Start of Source information

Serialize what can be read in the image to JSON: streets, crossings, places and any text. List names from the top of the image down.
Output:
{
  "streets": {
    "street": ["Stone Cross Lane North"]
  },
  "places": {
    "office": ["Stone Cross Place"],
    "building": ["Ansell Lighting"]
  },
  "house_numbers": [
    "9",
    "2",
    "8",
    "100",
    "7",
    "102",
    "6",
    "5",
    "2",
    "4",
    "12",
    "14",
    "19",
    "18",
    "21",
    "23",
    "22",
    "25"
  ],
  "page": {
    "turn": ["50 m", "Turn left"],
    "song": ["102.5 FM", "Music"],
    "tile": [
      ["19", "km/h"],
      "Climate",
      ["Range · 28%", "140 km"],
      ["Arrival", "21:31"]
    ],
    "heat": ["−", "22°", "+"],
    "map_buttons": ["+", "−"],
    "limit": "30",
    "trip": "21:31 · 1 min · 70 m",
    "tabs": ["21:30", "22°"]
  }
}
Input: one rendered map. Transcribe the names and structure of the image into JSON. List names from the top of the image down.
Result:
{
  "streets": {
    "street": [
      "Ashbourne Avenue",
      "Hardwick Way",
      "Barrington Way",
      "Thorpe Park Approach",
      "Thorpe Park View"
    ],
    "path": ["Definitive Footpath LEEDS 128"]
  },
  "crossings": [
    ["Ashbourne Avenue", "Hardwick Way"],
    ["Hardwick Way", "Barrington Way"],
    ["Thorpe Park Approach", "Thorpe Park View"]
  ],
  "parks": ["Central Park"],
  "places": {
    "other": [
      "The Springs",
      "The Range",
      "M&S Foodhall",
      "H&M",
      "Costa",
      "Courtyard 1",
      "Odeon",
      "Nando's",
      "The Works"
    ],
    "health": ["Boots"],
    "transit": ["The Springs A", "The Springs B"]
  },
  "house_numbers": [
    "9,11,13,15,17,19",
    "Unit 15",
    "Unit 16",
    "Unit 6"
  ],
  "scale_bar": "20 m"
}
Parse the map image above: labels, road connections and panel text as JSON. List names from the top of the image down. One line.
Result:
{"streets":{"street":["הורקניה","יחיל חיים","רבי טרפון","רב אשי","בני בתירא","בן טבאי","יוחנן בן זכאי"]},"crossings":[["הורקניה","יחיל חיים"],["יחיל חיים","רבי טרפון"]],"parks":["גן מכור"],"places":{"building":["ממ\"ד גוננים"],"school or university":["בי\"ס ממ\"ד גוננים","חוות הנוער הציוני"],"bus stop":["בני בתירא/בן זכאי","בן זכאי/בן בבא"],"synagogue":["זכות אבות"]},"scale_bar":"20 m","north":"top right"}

End of Source information

[Work order]:
All lines carrying the word "text" must be copied from the data above.

[Output for this exercise]:
Serialize what can be read in the image to JSON: streets, crossings, places and any text. List names from the top of the image down.
Parse the map image above: labels, road connections and panel text as JSON. List names from the top of the image down. One line.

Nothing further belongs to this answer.